→ **Data in this exercise**:
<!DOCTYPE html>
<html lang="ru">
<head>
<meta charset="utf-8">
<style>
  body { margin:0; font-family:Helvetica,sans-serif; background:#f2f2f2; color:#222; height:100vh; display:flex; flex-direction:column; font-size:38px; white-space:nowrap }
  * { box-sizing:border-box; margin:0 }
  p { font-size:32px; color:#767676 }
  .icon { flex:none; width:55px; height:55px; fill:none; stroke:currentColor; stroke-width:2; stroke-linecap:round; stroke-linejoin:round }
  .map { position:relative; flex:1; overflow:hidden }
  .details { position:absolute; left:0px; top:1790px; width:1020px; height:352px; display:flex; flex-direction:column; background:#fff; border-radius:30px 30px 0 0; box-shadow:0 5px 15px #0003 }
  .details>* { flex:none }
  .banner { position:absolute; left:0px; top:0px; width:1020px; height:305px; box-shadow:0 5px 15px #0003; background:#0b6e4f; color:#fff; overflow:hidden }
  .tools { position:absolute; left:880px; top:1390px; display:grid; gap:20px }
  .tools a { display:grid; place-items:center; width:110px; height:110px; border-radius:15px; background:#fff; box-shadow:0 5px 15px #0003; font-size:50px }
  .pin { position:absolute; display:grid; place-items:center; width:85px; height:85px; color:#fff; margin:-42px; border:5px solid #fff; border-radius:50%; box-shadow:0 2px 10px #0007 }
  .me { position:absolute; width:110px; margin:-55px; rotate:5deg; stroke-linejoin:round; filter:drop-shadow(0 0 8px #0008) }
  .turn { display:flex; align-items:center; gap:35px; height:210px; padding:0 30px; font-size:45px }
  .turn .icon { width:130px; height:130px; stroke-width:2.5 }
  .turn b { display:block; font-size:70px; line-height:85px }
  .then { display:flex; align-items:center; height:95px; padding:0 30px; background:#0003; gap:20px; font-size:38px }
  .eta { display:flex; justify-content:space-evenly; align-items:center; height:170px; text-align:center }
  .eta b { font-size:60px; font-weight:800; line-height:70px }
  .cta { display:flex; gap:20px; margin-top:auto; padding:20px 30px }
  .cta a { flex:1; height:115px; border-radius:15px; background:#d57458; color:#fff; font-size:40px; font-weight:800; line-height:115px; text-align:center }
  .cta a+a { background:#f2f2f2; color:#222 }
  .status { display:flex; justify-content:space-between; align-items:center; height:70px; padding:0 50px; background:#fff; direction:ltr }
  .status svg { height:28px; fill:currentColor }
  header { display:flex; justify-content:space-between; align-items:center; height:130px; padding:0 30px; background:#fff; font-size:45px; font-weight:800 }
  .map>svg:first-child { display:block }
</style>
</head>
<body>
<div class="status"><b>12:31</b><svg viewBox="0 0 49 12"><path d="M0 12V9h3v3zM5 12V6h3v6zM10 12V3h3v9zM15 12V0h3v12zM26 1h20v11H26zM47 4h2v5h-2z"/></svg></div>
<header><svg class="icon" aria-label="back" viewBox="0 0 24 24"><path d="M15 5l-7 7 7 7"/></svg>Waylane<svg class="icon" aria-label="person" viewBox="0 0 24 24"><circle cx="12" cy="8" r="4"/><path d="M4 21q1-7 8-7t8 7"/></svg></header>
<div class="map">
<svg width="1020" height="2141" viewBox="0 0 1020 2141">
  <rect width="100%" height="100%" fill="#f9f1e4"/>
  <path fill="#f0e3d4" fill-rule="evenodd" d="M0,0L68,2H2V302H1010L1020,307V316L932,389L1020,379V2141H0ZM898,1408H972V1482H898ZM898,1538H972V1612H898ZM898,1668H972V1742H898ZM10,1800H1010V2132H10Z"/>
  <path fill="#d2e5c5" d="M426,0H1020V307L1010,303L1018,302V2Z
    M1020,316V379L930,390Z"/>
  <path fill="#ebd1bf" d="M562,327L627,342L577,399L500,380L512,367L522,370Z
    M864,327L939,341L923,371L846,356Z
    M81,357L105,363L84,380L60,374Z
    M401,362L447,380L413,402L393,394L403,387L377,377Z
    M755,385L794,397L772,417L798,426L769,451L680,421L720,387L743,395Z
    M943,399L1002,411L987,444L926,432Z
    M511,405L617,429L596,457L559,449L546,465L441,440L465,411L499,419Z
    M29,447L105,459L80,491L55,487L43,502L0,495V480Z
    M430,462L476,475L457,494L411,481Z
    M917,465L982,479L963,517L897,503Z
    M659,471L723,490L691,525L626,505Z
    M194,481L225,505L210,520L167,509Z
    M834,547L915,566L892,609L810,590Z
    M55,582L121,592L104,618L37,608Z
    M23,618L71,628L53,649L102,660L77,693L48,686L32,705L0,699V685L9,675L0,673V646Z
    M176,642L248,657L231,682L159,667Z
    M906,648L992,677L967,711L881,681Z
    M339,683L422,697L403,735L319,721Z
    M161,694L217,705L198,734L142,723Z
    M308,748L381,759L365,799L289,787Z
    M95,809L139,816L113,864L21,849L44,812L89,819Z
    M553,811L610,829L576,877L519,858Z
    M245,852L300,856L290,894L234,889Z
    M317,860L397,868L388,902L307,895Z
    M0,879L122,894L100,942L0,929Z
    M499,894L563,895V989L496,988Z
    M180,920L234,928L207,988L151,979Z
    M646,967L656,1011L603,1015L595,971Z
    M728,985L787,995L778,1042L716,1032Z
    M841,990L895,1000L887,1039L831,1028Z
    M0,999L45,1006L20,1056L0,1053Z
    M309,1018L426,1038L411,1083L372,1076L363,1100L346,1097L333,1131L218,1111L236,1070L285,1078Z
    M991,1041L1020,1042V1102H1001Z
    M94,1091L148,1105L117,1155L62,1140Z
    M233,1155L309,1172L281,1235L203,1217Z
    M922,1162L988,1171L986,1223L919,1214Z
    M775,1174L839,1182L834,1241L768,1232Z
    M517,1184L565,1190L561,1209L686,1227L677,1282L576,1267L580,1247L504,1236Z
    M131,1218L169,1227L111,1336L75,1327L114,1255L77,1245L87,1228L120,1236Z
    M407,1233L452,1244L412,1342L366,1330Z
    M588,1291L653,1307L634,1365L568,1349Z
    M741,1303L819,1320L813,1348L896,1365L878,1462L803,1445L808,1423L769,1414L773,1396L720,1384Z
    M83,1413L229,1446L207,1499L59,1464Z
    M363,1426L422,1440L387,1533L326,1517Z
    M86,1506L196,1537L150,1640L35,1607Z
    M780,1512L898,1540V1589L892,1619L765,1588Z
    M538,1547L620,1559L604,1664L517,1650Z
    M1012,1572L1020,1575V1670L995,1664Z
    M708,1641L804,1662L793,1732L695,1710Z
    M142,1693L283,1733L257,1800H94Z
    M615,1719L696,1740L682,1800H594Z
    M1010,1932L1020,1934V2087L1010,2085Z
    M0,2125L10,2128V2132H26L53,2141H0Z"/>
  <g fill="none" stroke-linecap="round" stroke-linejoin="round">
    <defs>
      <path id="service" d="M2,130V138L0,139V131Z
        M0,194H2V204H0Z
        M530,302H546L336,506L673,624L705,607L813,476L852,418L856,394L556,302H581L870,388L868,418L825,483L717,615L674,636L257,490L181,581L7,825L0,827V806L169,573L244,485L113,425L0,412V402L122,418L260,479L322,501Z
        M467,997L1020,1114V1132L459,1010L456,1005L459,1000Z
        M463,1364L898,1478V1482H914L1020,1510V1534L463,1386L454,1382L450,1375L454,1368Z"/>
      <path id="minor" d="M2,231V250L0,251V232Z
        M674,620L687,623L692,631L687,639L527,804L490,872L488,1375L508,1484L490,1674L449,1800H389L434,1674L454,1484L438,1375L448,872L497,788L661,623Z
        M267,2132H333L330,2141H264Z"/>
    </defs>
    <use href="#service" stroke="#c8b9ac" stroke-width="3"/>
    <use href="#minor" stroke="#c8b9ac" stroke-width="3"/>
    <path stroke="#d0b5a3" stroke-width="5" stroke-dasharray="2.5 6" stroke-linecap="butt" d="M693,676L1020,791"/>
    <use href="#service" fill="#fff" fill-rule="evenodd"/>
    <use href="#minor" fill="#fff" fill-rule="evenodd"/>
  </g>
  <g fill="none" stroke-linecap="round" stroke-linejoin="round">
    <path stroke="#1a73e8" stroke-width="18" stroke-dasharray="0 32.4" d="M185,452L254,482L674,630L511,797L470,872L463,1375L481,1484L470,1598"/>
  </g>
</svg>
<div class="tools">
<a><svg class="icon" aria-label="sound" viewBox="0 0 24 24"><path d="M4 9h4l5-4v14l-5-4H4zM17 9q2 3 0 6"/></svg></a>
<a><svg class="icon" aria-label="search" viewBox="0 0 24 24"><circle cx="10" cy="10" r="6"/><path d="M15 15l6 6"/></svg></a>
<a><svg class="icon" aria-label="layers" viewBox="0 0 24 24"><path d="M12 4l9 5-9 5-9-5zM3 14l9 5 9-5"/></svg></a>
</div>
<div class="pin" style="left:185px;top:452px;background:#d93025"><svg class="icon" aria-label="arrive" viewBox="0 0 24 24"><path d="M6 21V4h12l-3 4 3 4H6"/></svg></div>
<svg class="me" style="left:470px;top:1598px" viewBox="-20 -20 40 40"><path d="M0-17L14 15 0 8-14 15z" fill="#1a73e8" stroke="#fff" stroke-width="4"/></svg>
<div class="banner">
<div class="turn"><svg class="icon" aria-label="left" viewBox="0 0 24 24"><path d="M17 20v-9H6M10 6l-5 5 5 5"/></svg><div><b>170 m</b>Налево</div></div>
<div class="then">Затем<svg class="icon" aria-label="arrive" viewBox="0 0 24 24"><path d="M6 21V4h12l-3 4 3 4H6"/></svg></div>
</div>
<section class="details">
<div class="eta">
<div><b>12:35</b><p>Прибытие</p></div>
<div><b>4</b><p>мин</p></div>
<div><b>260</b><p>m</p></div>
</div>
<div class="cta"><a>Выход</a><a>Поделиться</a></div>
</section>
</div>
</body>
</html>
...
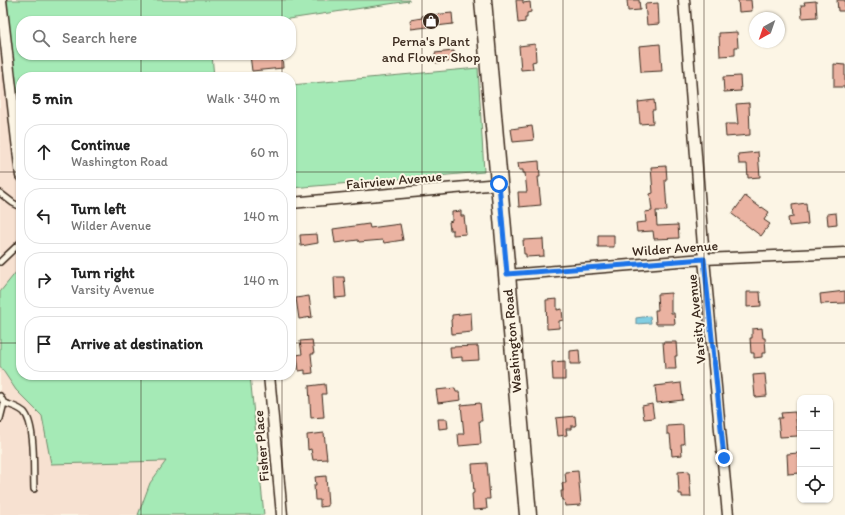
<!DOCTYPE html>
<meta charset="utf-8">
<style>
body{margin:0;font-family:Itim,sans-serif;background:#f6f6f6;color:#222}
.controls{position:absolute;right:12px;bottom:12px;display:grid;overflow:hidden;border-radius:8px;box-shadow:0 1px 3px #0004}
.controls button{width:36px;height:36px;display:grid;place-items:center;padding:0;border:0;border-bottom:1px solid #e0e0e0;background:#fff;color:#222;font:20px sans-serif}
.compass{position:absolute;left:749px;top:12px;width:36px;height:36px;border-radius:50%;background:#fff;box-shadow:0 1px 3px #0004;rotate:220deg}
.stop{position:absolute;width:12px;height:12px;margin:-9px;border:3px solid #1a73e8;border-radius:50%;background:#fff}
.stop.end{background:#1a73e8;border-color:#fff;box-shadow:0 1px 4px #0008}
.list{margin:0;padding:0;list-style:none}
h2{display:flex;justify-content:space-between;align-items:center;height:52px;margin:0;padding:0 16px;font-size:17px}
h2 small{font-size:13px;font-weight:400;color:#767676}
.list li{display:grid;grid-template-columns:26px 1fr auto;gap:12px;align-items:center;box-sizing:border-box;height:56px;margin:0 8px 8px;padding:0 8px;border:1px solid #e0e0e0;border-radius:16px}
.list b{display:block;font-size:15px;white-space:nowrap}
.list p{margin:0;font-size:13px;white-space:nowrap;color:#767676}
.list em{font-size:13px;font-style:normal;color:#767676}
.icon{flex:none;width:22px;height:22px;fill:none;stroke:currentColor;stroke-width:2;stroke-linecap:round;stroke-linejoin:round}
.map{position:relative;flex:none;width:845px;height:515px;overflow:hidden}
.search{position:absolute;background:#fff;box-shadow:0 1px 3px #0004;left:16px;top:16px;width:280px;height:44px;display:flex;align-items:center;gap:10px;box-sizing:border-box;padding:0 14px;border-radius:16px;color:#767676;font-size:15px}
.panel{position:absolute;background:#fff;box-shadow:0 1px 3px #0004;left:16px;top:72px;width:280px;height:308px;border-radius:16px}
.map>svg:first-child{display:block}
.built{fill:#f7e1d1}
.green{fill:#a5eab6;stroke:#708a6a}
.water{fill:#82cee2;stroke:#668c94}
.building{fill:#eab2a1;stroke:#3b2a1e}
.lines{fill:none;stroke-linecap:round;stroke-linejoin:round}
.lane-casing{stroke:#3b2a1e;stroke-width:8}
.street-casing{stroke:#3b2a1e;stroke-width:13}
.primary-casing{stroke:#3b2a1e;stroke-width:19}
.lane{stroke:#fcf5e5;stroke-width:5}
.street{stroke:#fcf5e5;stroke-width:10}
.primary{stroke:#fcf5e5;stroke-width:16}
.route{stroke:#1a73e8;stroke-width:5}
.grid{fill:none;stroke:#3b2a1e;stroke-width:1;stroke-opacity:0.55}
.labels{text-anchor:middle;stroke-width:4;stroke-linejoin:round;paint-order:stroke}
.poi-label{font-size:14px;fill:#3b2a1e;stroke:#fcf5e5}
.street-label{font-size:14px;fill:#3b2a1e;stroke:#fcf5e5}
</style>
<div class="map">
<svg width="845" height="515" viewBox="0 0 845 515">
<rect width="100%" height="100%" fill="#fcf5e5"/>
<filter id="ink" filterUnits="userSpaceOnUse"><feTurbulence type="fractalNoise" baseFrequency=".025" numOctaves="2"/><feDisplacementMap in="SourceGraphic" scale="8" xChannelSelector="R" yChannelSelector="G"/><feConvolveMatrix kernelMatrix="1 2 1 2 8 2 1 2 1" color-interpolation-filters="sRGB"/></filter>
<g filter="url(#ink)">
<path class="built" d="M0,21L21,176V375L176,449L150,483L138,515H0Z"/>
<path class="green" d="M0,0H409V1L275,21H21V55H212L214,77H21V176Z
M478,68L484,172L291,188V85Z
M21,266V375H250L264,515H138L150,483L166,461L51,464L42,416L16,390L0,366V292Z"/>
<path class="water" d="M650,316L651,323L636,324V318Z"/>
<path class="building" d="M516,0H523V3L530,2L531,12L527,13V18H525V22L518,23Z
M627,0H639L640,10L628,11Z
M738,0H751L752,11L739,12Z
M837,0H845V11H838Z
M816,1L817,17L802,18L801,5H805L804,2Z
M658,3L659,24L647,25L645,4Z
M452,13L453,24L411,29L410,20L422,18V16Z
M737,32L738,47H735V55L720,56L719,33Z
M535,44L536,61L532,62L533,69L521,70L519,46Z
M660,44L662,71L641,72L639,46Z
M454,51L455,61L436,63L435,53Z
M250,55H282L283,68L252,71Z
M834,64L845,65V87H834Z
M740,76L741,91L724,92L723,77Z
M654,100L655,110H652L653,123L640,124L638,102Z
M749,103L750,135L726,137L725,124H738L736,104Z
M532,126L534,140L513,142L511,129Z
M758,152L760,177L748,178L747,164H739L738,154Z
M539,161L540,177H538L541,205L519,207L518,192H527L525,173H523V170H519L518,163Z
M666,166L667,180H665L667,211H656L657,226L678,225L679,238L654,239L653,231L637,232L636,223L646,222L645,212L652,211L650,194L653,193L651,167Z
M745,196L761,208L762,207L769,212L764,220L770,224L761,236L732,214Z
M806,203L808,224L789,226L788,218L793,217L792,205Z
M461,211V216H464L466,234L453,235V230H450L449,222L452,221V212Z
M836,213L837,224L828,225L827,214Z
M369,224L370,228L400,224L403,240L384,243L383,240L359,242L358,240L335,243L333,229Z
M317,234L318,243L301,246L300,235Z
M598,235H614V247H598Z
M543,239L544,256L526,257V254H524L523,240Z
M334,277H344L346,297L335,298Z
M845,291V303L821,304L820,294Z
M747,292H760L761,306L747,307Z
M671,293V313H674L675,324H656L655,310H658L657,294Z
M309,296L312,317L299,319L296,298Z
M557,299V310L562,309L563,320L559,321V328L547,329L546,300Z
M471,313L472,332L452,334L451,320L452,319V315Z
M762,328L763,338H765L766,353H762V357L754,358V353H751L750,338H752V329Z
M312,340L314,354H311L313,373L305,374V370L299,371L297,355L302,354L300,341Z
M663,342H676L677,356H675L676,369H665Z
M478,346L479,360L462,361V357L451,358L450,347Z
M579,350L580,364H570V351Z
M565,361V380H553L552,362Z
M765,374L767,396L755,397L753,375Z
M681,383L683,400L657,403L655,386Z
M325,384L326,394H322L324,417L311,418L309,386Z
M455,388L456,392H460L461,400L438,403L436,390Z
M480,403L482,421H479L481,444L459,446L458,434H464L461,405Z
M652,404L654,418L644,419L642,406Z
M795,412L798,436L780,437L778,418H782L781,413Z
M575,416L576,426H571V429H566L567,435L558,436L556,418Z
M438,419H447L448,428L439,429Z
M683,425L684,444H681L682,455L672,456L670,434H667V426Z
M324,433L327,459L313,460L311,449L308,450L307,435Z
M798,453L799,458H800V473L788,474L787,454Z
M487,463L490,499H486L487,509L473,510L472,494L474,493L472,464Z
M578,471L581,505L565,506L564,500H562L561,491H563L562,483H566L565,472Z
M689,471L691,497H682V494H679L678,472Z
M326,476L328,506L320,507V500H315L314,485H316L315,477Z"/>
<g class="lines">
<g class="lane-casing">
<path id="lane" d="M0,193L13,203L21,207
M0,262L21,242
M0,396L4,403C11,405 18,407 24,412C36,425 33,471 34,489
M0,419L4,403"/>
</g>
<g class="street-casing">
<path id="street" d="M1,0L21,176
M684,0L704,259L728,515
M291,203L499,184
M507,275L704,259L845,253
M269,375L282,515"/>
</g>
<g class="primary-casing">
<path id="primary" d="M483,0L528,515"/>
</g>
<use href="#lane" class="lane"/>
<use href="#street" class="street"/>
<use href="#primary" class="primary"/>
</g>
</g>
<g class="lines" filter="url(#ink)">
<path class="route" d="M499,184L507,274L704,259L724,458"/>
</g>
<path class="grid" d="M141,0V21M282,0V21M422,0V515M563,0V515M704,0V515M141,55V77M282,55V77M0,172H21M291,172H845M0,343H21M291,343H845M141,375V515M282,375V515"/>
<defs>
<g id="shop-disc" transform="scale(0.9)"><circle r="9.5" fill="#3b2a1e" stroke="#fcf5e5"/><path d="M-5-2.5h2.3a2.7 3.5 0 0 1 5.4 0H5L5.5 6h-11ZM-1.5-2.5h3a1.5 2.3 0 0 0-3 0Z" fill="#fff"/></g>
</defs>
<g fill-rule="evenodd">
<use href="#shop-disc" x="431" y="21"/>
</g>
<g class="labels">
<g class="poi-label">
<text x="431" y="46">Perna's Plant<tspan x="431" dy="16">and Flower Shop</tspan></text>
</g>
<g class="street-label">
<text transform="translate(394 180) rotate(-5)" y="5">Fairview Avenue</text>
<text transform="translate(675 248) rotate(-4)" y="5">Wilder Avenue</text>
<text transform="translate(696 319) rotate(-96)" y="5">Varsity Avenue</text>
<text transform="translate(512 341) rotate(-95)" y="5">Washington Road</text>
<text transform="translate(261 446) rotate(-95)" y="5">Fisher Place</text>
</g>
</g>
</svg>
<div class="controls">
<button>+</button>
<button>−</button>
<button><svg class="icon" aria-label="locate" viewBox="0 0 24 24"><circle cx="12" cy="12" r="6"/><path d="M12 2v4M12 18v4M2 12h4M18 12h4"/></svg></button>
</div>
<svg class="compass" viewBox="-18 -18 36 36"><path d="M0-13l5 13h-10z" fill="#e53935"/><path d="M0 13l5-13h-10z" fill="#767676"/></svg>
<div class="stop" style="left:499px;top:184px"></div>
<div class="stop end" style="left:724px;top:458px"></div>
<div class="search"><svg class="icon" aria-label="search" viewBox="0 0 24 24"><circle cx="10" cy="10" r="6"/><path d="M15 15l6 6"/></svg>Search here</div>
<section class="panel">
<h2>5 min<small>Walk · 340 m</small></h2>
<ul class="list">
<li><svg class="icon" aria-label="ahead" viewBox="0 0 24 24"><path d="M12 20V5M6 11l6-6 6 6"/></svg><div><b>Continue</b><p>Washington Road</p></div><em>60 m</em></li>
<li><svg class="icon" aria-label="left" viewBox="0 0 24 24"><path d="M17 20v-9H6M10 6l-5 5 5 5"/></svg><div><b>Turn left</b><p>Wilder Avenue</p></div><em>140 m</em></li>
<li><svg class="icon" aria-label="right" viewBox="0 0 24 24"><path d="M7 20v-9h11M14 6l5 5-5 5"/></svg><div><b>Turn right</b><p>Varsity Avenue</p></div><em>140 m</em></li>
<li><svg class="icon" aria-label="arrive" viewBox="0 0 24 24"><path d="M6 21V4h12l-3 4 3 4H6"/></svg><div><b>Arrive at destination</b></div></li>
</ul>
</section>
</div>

→ **Exercise**: From the entries above, return exactly the line containing "position:absolute; width:110px; margin:-55px;", the line containing "display:block; font-size:70px; line-height:85px", and all lines between, and nothing else.

→ **Expected answer**:
  .me { position:absolute; width:110px; margin:-55px; rotate:5deg; stroke-linejoin:round; filter:drop-shadow(0 0 8px #0008) }
  .turn { display:flex; align-items:center; gap:35px; height:210px; padding:0 30px; font-size:45px }
  .turn .icon { width:130px; height:130px; stroke-width:2.5 }
  .turn b { display:block; font-size:70px; line-height:85px }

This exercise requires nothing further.